• Task item:
Could every line below be transcribed exactly, with the pictures dropped?

• Data extracts:

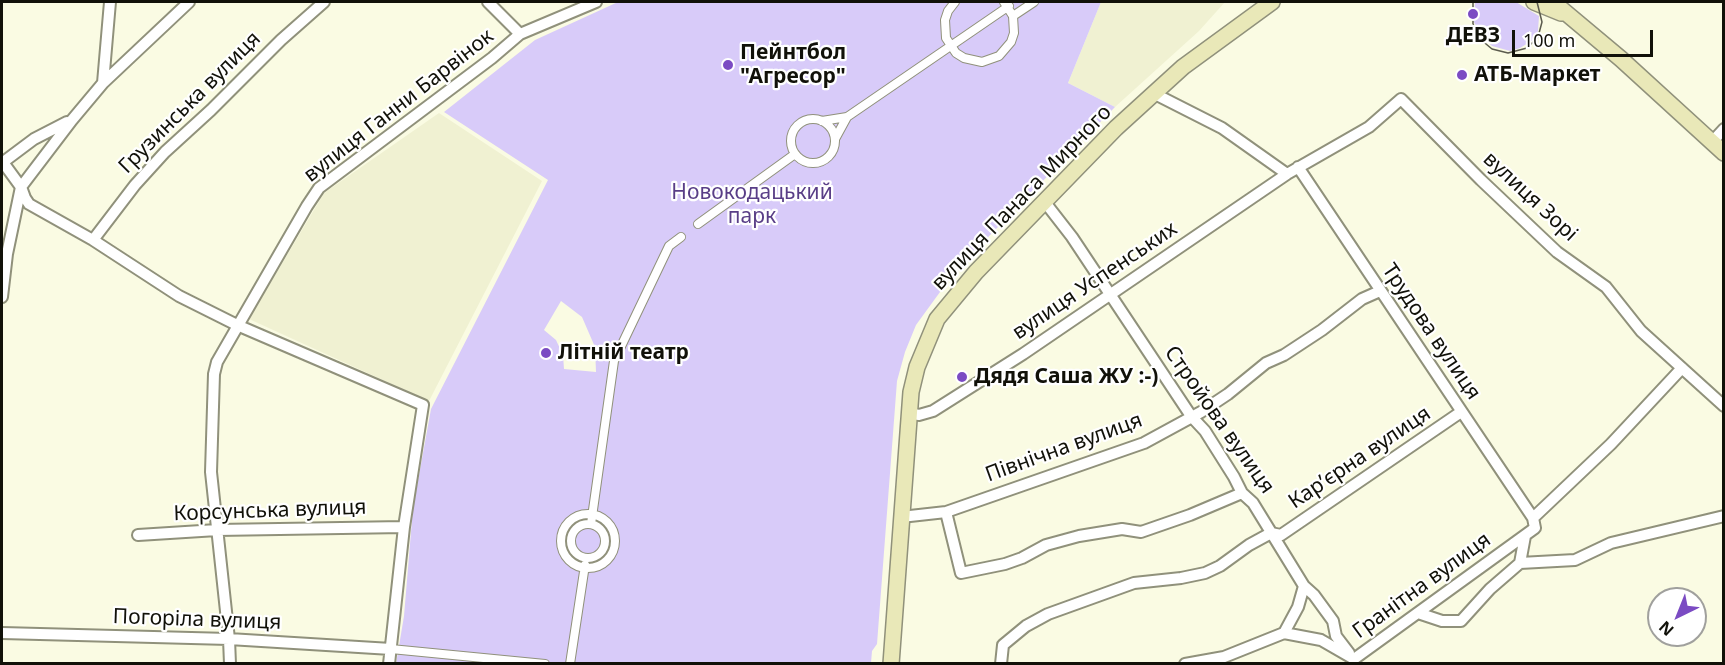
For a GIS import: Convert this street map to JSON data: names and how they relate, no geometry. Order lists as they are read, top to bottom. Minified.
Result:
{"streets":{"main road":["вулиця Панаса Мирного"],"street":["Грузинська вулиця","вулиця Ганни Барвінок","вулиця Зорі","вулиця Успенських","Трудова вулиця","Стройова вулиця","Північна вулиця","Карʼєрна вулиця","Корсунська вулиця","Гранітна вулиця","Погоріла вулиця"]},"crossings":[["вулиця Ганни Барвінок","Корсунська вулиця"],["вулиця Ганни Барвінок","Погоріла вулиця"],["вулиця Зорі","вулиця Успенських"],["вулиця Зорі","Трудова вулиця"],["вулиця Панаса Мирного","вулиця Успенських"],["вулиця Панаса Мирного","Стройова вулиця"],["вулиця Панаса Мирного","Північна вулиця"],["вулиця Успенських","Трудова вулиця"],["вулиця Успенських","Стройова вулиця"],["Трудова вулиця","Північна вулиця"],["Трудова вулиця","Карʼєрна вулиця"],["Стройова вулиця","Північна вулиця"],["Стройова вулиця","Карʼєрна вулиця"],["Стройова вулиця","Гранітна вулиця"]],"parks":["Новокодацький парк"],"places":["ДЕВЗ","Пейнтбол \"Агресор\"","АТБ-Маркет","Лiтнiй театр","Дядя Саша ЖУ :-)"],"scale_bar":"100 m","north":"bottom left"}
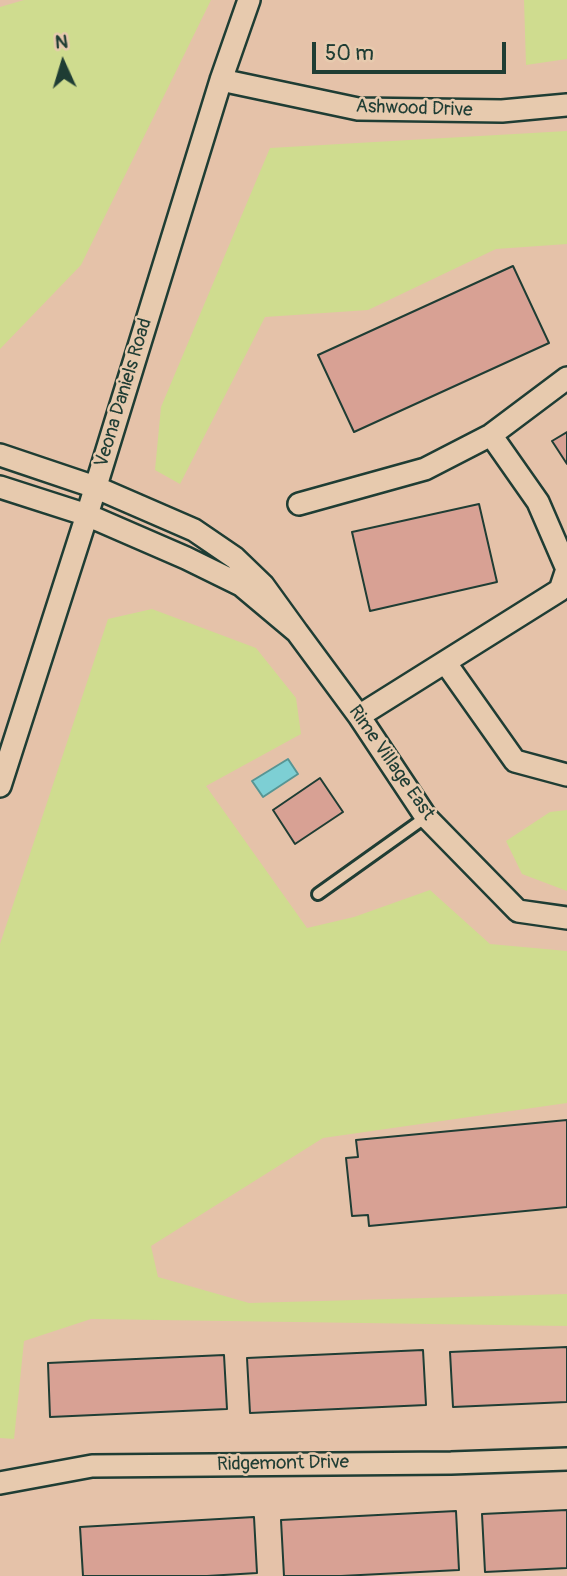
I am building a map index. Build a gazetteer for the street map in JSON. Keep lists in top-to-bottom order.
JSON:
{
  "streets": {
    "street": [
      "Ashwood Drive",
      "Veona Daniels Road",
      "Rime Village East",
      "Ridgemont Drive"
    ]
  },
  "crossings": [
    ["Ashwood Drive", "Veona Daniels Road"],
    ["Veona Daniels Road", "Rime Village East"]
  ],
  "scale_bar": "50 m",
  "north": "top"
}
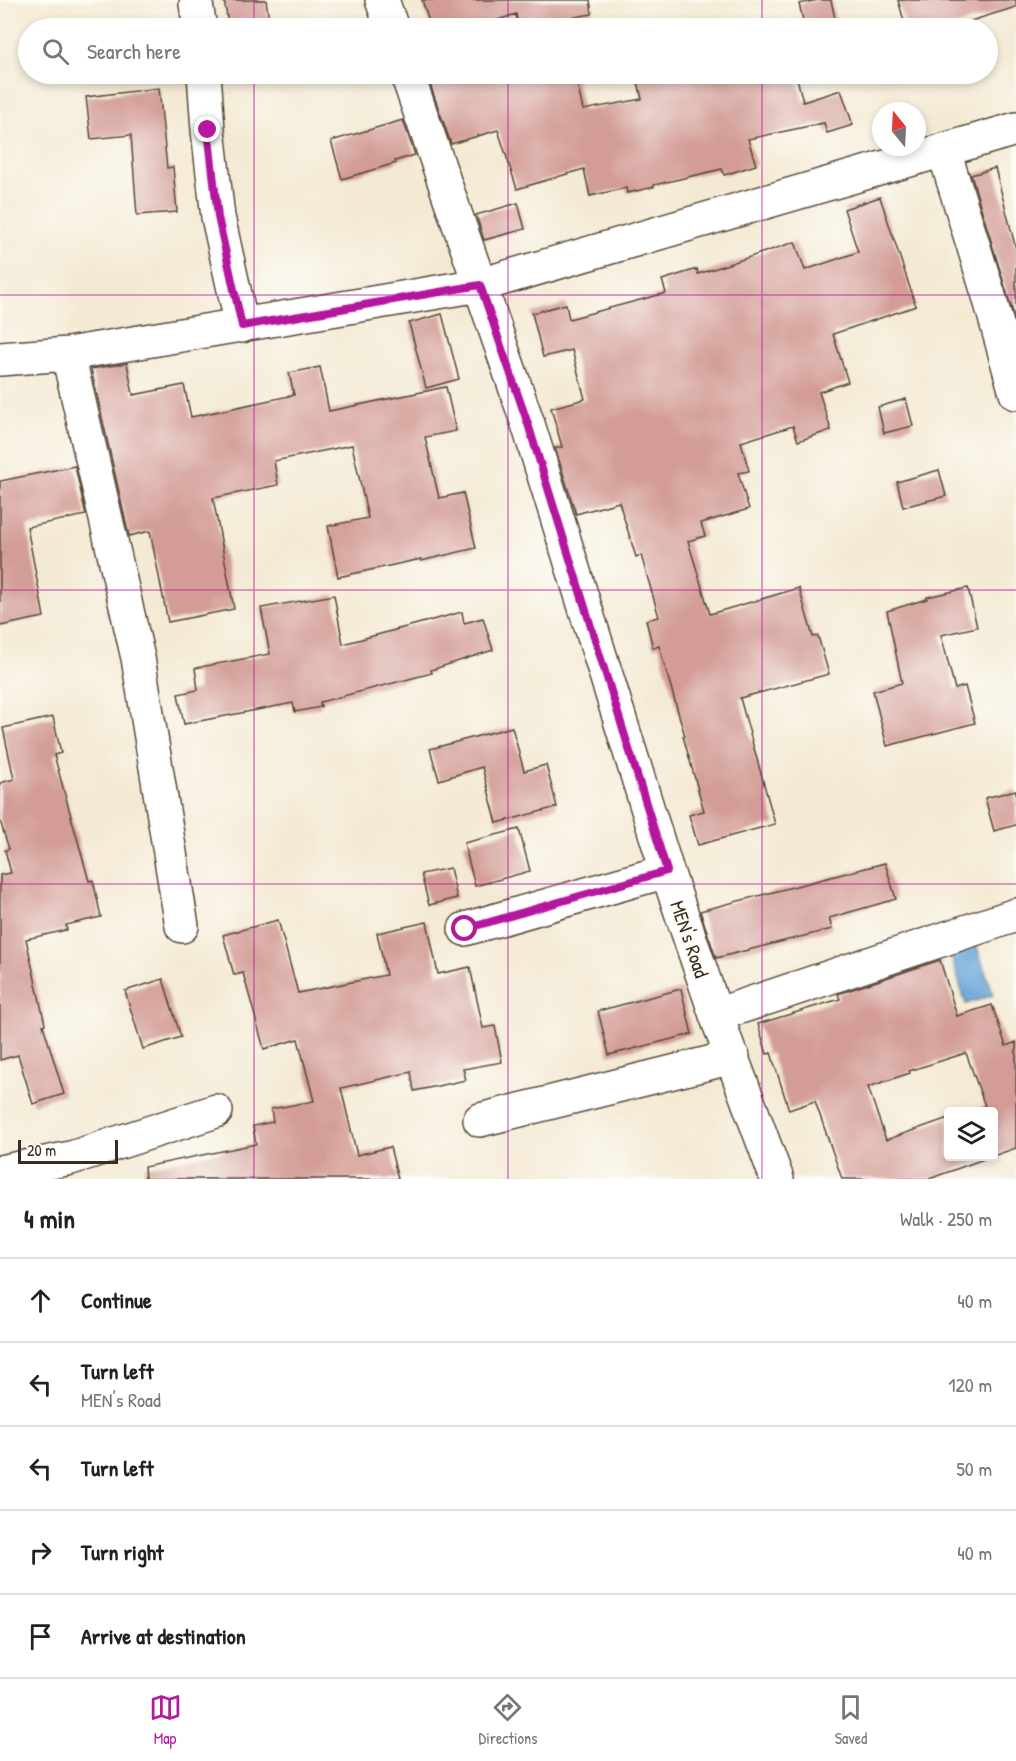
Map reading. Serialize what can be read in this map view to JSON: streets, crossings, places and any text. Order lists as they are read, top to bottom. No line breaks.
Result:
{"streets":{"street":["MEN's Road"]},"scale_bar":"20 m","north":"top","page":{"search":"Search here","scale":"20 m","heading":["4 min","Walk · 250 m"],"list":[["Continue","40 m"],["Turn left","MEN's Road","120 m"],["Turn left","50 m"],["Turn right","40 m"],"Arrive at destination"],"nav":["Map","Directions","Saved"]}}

• Your response:
For a GIS import: Convert this street map to JSON data: names and how they relate, no geometry. Order lists as they are read, top to bottom. Minified.
Result:
{"streets":{"main road":["вулиця Панаса Мирного"],"street":["Грузинська вулиця","вулиця Ганни Барвінок","вулиця Зорі","вулиця Успенських","Трудова вулиця","Стройова вулиця","Північна вулиця","Карʼєрна вулиця","Корсунська вулиця","Гранітна вулиця","Погоріла вулиця"]},"crossings":[["вулиця Ганни Барвінок","Корсунська вулиця"],["вулиця Ганни Барвінок","Погоріла вулиця"],["вулиця Зорі","вулиця Успенських"],["вулиця Зорі","Трудова вулиця"],["вулиця Панаса Мирного","вулиця Успенських"],["вулиця Панаса Мирного","Стройова вулиця"],["вулиця Панаса Мирного","Північна вулиця"],["вулиця Успенських","Трудова вулиця"],["вулиця Успенських","Стройова вулиця"],["Трудова вулиця","Північна вулиця"],["Трудова вулиця","Карʼєрна вулиця"],["Стройова вулиця","Північна вулиця"],["Стройова вулиця","Карʼєрна вулиця"],["Стройова вулиця","Гранітна вулиця"]],"parks":["Новокодацький парк"],"places":["ДЕВЗ","Пейнтбол \"Агресор\"","АТБ-Маркет","Лiтнiй театр","Дядя Саша ЖУ :-)"],"scale_bar":"100 m","north":"bottom left"}
I am building a map index. Build a gazetteer for the street map in JSON. Keep lists in top-to-bottom order.
JSON:
{
  "streets": {
    "street": [
      "Ashwood Drive",
      "Veona Daniels Road",
      "Rime Village East",
      "Ridgemont Drive"
    ]
  },
  "crossings": [
    ["Ashwood Drive", "Veona Daniels Road"],
    ["Veona Daniels Road", "Rime Village East"]
  ],
  "scale_bar": "50 m",
  "north": "top"
}
Map reading. Serialize what can be read in this map view to JSON: streets, crossings, places and any text. Order lists as they are read, top to bottom. No line breaks.
Result:
{"streets":{"street":["MEN's Road"]},"scale_bar":"20 m","north":"top","page":{"search":"Search here","scale":"20 m","heading":["4 min","Walk · 250 m"],"list":[["Continue","40 m"],["Turn left","MEN's Road","120 m"],["Turn left","50 m"],["Turn right","40 m"],"Arrive at destination"],"nav":["Map","Directions","Saved"]}}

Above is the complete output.